Mortgage Daily

Published On: January 5, 2017

Quarterly delinquency on residential loans serviced by banks moved lower, as did the number of foreclosures that were initiated and completed.

Delinquency of at least 30 days, including foreclosures in process, was 5.2 percent as of the third-quarter 2016 on first liens serviced by banks.

The non-current rate improved from the previous quarter’s 5.3 percent. It was also lower than 6.1 percent as of the same quarter a year previous.

Included in the latest quarter’s rate was an 0.8 percent rate for foreclosures in process, no different than in the second quarter but lower than 1.2 percent in the third-quarter 2015.

The Office of the Comptroller of the Currency revealed the statistics in its OCC Mortgage Metrics Report Third Quarter 2016.

Foreclosures initiated totaled 48,000 during the third quarter, fewer than 48,700 three months earlier and 64,200 twelve months earlier. For all three quarters that have been reported so far for 2016, there were 155,600 foreclosures started.

During the three months ended Sept. 30, 2016, there were 25,100 foreclosures completed. That was less than the 25,300 real-estate-owned filings in the prior three-month period and 33,100 in the year-prior period. REO filings numbered 80,600 from Jan. 1, 2016, through Sept. 30.

The OCC derived the latest information from seven national banks — Bank of America, Citibank, HSBC, JPMorgan Chase, PNC, U.S. Bank and Wells Fargo —
that reportedly serviced 20.392 million first-lien mortgages and home-equity loans as of Sept. 30, 2016, for $3.495 trillion — or 36 percent of all U.S. residential mortgage debt outstanding.

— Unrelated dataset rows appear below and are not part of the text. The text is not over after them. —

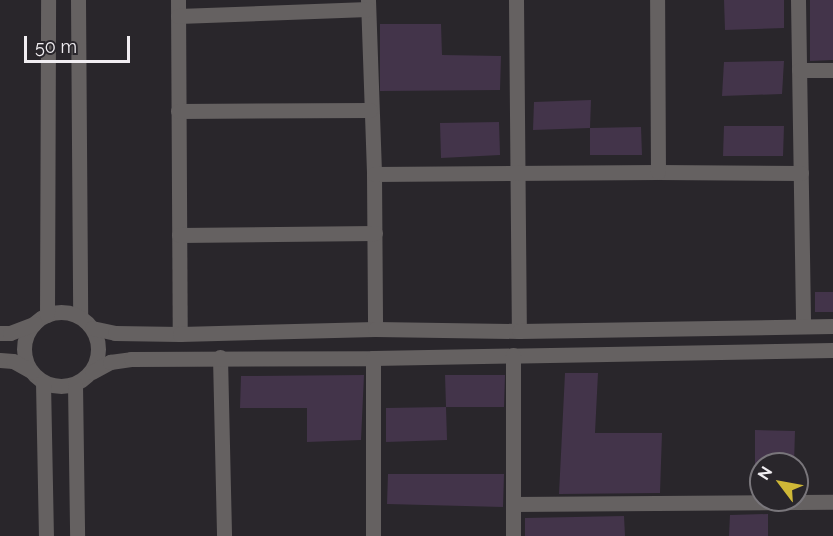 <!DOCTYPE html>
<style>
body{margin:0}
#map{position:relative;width:833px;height:536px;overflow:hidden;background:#29262b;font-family:Raleway,sans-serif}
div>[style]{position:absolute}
.building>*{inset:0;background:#43344a}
.minor>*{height:15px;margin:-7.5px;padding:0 7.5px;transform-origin:7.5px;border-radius:7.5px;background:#656161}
.minor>.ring{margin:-7.5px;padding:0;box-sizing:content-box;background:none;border:15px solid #656161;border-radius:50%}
span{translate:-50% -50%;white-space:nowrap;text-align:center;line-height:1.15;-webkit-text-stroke:5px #29262b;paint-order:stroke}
.north{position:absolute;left:749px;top:452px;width:60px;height:60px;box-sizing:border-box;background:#29262b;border:2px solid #79767b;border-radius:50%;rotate:302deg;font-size:16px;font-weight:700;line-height:24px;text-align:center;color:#f1eef2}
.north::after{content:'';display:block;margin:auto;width:21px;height:27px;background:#cfb837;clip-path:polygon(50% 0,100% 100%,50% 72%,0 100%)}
.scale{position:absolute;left:24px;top:36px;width:106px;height:27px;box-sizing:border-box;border:3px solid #f1eef2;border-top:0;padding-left:8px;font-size:18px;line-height:21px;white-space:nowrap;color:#f1eef2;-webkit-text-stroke:4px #29262b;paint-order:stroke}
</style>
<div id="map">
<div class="building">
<i style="clip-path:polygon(724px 0,784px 0,784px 28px,725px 30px)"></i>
<i style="clip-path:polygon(810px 0,833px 0,833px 60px,810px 61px)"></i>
<i style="clip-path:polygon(380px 24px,441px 24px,442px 55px,501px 56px,500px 90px,380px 91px)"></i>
<i style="clip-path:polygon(784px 61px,782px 94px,722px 96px,724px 62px)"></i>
<i style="clip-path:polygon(591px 100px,590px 128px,533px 130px,534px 102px)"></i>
<i style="clip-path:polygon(499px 122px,500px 155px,441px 158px,440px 123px)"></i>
<i style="clip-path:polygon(724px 126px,784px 126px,783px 156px,723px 156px)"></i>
<i style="clip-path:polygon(641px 127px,642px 155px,590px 155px,590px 128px)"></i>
<i style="clip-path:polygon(815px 292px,833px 292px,833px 312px,815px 312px)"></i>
<i style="clip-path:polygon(565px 373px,598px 373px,595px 433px,662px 433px,660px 493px,559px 494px)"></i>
<i style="clip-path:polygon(364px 375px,361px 440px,307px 442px,307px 408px,240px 408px,241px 376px)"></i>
<i style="clip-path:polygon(445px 375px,505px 375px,504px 407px,446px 407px)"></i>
<i style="clip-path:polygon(446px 407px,447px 440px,386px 442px,386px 408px)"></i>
<i style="clip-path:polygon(755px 430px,795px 431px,794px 464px,761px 464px,761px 496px,755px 496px)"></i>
<i style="clip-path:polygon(388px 474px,504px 474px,503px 507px,387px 504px)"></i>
<i style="clip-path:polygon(768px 514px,768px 536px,729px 536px,730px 515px)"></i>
<i style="clip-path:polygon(624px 516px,625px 536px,525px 536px,525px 518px)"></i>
</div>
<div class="minor">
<i style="left:78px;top:0;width:316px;rotate:89.6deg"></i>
<i style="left:178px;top:0;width:334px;rotate:89.7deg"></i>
<i style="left:368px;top:0;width:174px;rotate:88deg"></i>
<i style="left:374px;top:174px;width:155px;rotate:89.6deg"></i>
<i style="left:516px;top:0;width:331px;rotate:89.5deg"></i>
<i style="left:798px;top:0;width:326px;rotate:89.1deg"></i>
<i style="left:178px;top:16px;width:190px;rotate:-2.1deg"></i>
<i style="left:799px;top:70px;width:34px"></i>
<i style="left:178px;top:111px;width:192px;rotate:-0.3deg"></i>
<i style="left:658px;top:172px;width:143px;rotate:0.4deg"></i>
<i style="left:374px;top:174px;width:284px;rotate:-0.4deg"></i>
<i style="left:658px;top:172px;width:172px;rotate:-90.3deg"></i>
<i style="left:179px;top:235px;width:196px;rotate:-0.6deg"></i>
<i class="ring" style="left:24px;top:312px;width:59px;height:59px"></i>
<i style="left:47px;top:315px;width:315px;rotate:-89.8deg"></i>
<i style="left:92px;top:328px;width:24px;rotate:12deg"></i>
<i style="left:115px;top:333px;width:65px;rotate:0.9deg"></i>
<i style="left:180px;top:334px;width:195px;rotate:-1.5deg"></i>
<i style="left:375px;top:329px;width:144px;rotate:0.8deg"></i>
<i style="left:519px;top:331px;width:314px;rotate:-0.9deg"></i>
<i style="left:0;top:333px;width:10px"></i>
<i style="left:10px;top:333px;width:26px;rotate:-21deg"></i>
<i style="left:220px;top:357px;width:179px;rotate:88.7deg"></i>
<i style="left:0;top:360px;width:13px;rotate:4deg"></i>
<i style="left:13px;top:361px;width:21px;rotate:29deg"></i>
<i style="left:92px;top:372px;width:21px;rotate:-29deg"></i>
<i style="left:110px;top:362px;width:21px;rotate:-8deg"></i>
<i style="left:131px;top:359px;width:242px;rotate:-0.2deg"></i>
<i style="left:373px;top:358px;width:460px;rotate:-1deg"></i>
<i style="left:43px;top:382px;width:154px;rotate:88.9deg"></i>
<i style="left:75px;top:384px;width:152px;rotate:89.2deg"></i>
<i style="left:513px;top:504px;width:320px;rotate:-0.4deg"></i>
<i style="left:373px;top:536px;width:178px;rotate:-90deg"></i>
<i style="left:513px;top:536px;width:181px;rotate:-90deg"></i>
</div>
<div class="north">N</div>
<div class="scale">50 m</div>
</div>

Servicing portfolios have diminished from 20.705 million loans for $3.573 trillion three months earlier and 21.850 million loans for $3.727 trillion as of one year earlier.

Prime mortgages, those underwritten for conforming or jumbo programs, accounted for 94 percent of third-quarter 2016 servicing portfolios.

The share of loans that were Alt-A — those to borrowers with prime credit who don’t qualify for conforming or jumbo programs — was 2 percent.

Another 3 percent were subprime loans —
those with prior delinquencies, judgments, bankruptcies or foreclosures on their credit report at the time of underwriting.